Discussion in 'Star Trek Movies I-X' started by Captain Clark Terrell, Sep 2, 2013.
That I did not know about The Trial.
I think Perkins relates the car anecdote in that British 3 hr TV thing about Welles that aired a short while after his death. I know it was definitely something I saw rather than read, and I haven't seen that in a very long time (my VHS tape disintegrated before the turn of the century.)
Oh, well, that explains some of my confusion, then. I didn't know that. I thought the film by credit was always assigned to the director, as illustrated here. Wikipedia aside, it's certainly been that way in every film I've ever made note of it in. Anyway, in this particular case, the film by credit went to the director.
The order of billing is negotiated with the exception of Guild mandated placements, anything before the titles is totally a contractual issue.
Here's a DGA article on possessory credits, as I have now learned that they are called, and the Wikipedia article. I found the discussion in the DGA article of the so-called billboard mandatory "film by" provision, which is no longer in effect, illuminating.
Well ... perhaps, it was foolish and vain of me to expect agreement. But Next Generation took STAR TREK to the franchise level and did it so well, that I was confident agreement was inevitable.
However, as Shatner so memorably put it in his own Valentine to Kirk - THE FINAL FRONTIER:
"... I was wrong."
And another thing ...
Harve Bennette has railed on, over the years, how THE MOTION PICTURE was so much in denial over the passage of time, that the cast was even made-up to look younger. I would challenge that by noting the challenge of Decker in TMP. Age does seem to be a factor.
In fact, it was only Kirk's "experience" that gave any truth to his argument to STARFLEET that he should be in command. I love it, most of all, that Decker was not made to look incompetent, just to make Kirk look cool, or to prove that the center seat of the ENTERPRISE belongs to Jim Kirk. Later, in GENERATIONS, the ENTERPRISE B captain has to be shown as incompetent to do both.

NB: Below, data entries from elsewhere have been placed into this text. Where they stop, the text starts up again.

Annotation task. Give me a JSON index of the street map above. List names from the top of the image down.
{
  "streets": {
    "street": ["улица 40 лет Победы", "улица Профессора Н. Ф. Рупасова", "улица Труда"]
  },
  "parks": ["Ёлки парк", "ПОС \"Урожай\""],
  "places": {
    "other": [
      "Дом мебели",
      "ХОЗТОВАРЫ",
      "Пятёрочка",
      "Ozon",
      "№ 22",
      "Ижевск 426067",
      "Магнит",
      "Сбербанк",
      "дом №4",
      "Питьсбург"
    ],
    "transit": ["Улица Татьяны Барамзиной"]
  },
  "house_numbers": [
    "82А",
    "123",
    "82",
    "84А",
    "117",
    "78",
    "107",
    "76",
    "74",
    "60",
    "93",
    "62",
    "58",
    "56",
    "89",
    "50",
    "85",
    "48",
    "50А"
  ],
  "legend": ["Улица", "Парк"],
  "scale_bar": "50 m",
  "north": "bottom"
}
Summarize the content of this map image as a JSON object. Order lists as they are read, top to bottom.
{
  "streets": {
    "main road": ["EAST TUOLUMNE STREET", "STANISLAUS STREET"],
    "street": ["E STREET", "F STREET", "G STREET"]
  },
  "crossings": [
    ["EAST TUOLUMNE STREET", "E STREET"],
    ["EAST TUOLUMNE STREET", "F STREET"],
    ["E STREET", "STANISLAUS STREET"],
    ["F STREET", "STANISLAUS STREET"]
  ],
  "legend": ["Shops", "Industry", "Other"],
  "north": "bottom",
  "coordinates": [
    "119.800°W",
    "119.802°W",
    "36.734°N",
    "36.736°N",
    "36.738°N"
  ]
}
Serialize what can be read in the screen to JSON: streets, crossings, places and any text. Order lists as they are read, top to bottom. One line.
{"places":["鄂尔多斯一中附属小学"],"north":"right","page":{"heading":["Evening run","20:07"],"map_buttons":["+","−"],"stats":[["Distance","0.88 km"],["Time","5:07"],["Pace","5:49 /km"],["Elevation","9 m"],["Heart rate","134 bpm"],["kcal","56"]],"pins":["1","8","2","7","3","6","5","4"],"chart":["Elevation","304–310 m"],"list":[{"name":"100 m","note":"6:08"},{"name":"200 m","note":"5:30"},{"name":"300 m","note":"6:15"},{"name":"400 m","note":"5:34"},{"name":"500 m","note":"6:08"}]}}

Why Hollywood feels this need to beat people over the head with plot points, or whatever, I don't know. But the subsequent sequels make TMP's writing look (relatively) so much more sophistocated and subtle. And even though there were several writers involved in the script's evolution, I'd like to credit Gene Roddenberry for that.
Once GR was taken out of the loop, STAR TREK lost a lot of it's subtlety. Like having it shoved in our face(s) where Khan got all his MOBEY DICK quotes, for one thing. "Remember Ahab, kids? Yeah! That's right, you remember! Khan's like Ahab. You understand, now." And on and on, down the line, with many of these films ...
The Next Generation succeeded in spite of Roddenberry not because of him, I believe. So much of what we got was inspired by people other than Roddenberry, which is why he ended being sued for creator credit (by D.C. Fontana, David Gerrold, Bob Justman) and settled the issue quietly. Without Justman we wouldn't have gotten a Klingon on the bridge nor Patrick Stewart. Away Teams were directly lifted from David Gerrold's 1973 book "The World of Star Trek".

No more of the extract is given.